A crucial group within the British Regional Heart Study were those who already had signs of heart disease when they were first enrolled in the survey in 1978. Doctors tended to believe at that time that once a heart attack had occurred, there was little point in trying to reduce the risks by altering lifestyle, because the damage to the heart was already done, and couldn’t be undone or reversed.
The study showed, on the contrary, that the risk factors still mattered. Even after a heart attack, those with higher cholesterol and blood pressure levels were at higher risk than their colleagues in whom they were lower. It was concluded from this that even after an attack it was wise to keep the risks as low as possible, by whatever means possible.
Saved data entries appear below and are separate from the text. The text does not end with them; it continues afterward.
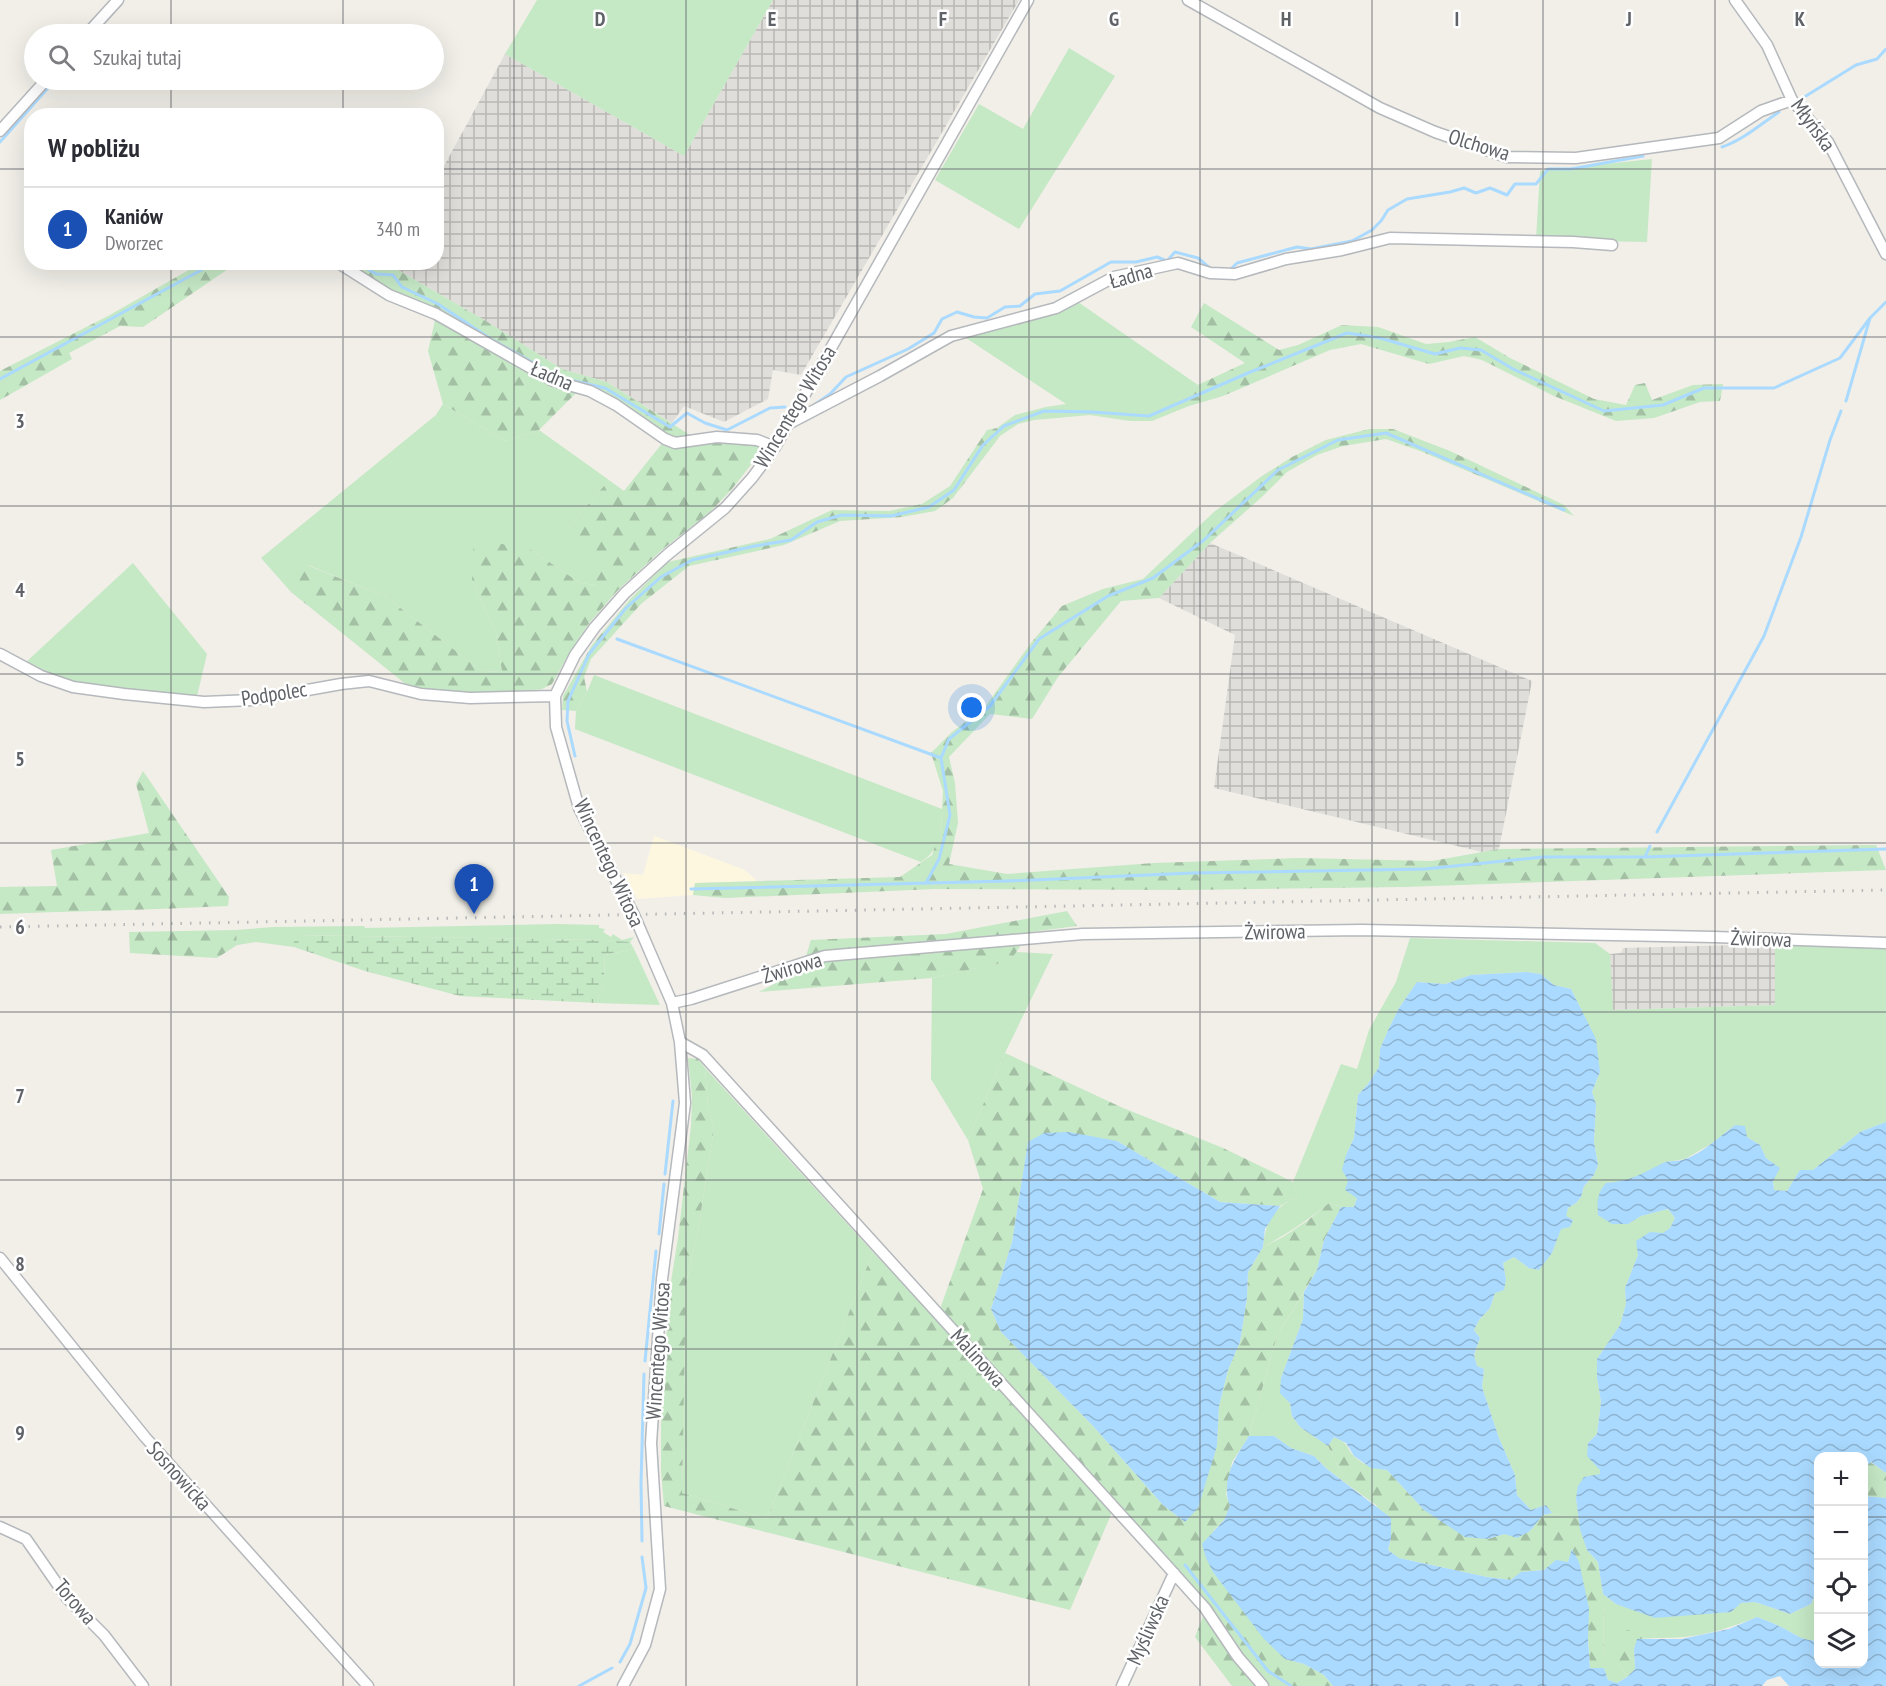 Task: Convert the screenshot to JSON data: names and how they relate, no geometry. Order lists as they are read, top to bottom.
{
  "streets": {
    "street": [
      "Młyńska",
      "Olchowa",
      "Ładna",
      "Wincentego Witosa",
      "Podpolec",
      "Żwirowa",
      "Malinowa",
      "Sosnowicka",
      "Torowa",
      "Myśliwska"
    ]
  },
  "crossings": [
    ["Młyńska", "Olchowa"],
    ["Ładna", "Wincentego Witosa"],
    ["Wincentego Witosa", "Podpolec"],
    ["Wincentego Witosa", "Żwirowa"],
    ["Wincentego Witosa", "Malinowa"],
    ["Malinowa", "Myśliwska"]
  ],
  "page": {
    "search": "Szukaj tutaj",
    "heading": "W pobliżu",
    "list": [
      {
        "mark": "1",
        "name": "Kaniów",
        "note": "Dworzec",
        "value": "340 m"
      }
    ],
    "pins": "1",
    "map_buttons": ["+", "−"]
  },
  "grid": {
    "columns": [
      "D",
      "E",
      "F",
      "G",
      "H",
      "I",
      "J",
      "K"
    ],
    "rows": [
      "3",
      "4",
      "5",
      "6",
      "7",
      "8",
      "9"
    ]
  }
}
It is often said, mostly by those who do not wish to change their own lives, that many heart attack victims do not have any identifiable risk factors, such as smoking, a high blood cholesterol level, or high blood pressure: the British Regional Heart Study disproved that.
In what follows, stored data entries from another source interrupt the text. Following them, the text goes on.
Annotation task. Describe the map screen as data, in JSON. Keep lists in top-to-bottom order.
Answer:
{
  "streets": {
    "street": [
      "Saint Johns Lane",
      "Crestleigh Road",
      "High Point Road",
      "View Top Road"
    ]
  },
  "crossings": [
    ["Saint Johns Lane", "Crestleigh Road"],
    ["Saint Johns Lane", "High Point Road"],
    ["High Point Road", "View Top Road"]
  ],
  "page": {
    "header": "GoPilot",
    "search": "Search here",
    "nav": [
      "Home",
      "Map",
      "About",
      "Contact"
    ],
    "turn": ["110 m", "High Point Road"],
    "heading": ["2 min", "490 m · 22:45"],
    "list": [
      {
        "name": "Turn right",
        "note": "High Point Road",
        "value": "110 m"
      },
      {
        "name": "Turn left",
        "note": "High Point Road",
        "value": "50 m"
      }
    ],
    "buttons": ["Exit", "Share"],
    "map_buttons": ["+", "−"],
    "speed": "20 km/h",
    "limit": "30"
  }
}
In the study, men with either:
• a serum cholesterol level equal to or above 230mg/dl
• a systolic blood pressure equal to or above 148 mm Hg
• a diastolic blood pressure equal to or above 93 mm Hg or who:
• currently smoked cigarettes
had twice the risk of a heart attack than the others.
Only 5 of the 202 cases of major heart attack in the British Regional Heart Study did not meet one of these criteria, and over two-thirds of them met at least two of them. Of the five men not meeting the criteria, three had evidence of a previous heart attack.
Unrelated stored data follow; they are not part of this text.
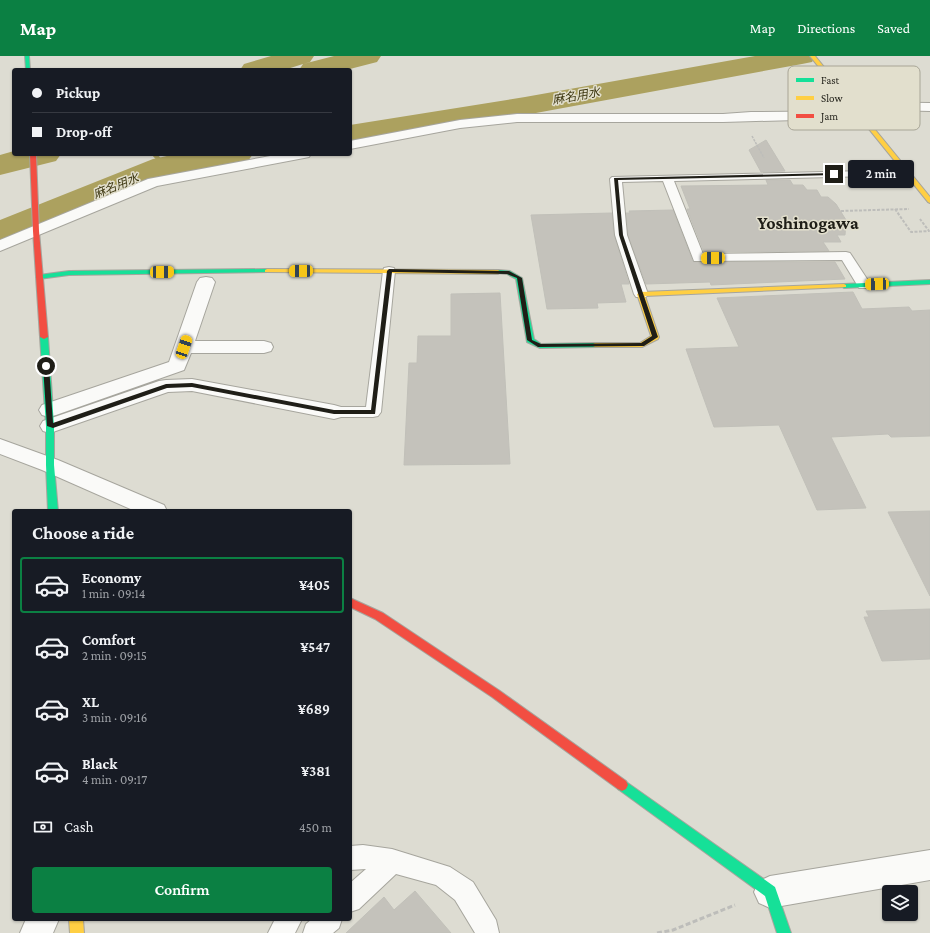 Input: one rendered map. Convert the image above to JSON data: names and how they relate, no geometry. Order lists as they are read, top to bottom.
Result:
{
  "districts": ["Yoshinogawa"],
  "water": ["麻名用水"],
  "legend": ["Fast", "Slow", "Jam"],
  "page": {
    "header": "Map",
    "nav": ["Map", "Directions", "Saved"],
    "banner": ["Pickup", "Drop-off"],
    "bubble": "2 min",
    "heading": "Choose a ride",
    "list": [
      {
        "name": "Economy",
        "note": "1 min · 09:14",
        "value": "¥405"
      },
      {
        "name": "Comfort",
        "note": "2 min · 09:15",
        "value": "¥547"
      },
      {
        "name": "XL",
        "note": "3 min · 09:16",
        "value": "¥689"
      },
      {
        "name": "Black",
        "note": "4 min · 09:17",
        "value": "¥381"
      }
    ],
    "pay": ["Cash", "450 m"],
    "buttons": "Confirm"
  }
} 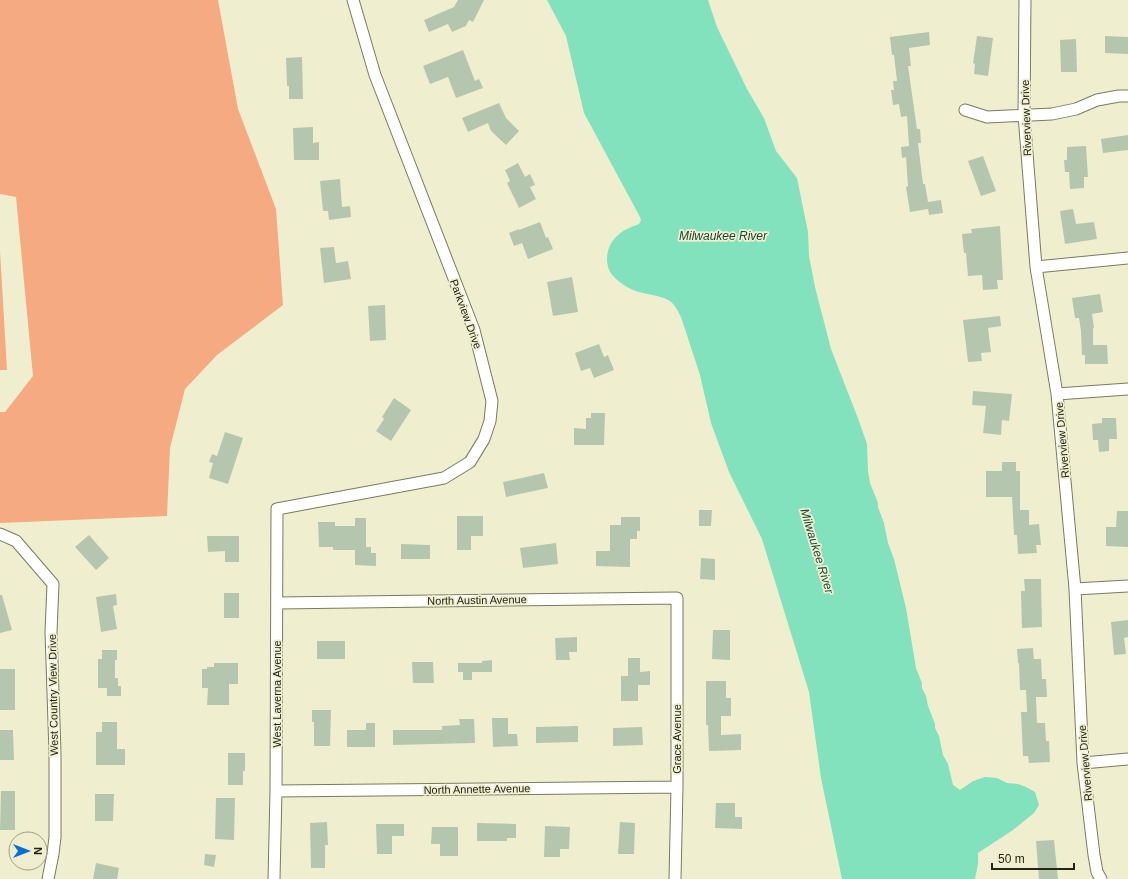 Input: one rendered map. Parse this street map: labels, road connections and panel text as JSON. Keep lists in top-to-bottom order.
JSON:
{
  "streets": {
    "street": [
      "Riverview Drive",
      "Parkview Drive",
      "North Austin Avenue",
      "West Laverna Avenue",
      "West Country View Drive",
      "Grace Avenue",
      "North Annette Avenue"
    ]
  },
  "crossings": [
    ["Parkview Drive", "West Laverna Avenue"],
    ["North Austin Avenue", "West Laverna Avenue"],
    ["North Austin Avenue", "Grace Avenue"],
    ["West Laverna Avenue", "North Annette Avenue"],
    ["Grace Avenue", "North Annette Avenue"]
  ],
  "water": ["Milwaukee River"],
  "scale_bar": "50 m",
  "north": "right"
}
So only one in a hundred of the cases of heart attack possessed none of the risk factors listed, and this does not take into account previous smoking habit, treatment for high blood pressure, or a change in eating habits that might have lowered serum cholesterol. Here is how Professor Shaper (1988), the author of the study, sees it: “It would appear that major coronary heart disease events virtually do not occur in middle-aged British men in the absence of at least one significantly increased risk factor.”
I would add two corollaries to that statement. The first is that it surely applies to women as well. The second is that if anyone with angina wishes to avoid a heart attack, and at the same time lessen his or her angina, then the best way to go about it must surely be to lose any current risk factor. The next chapters show you exactly how to do that.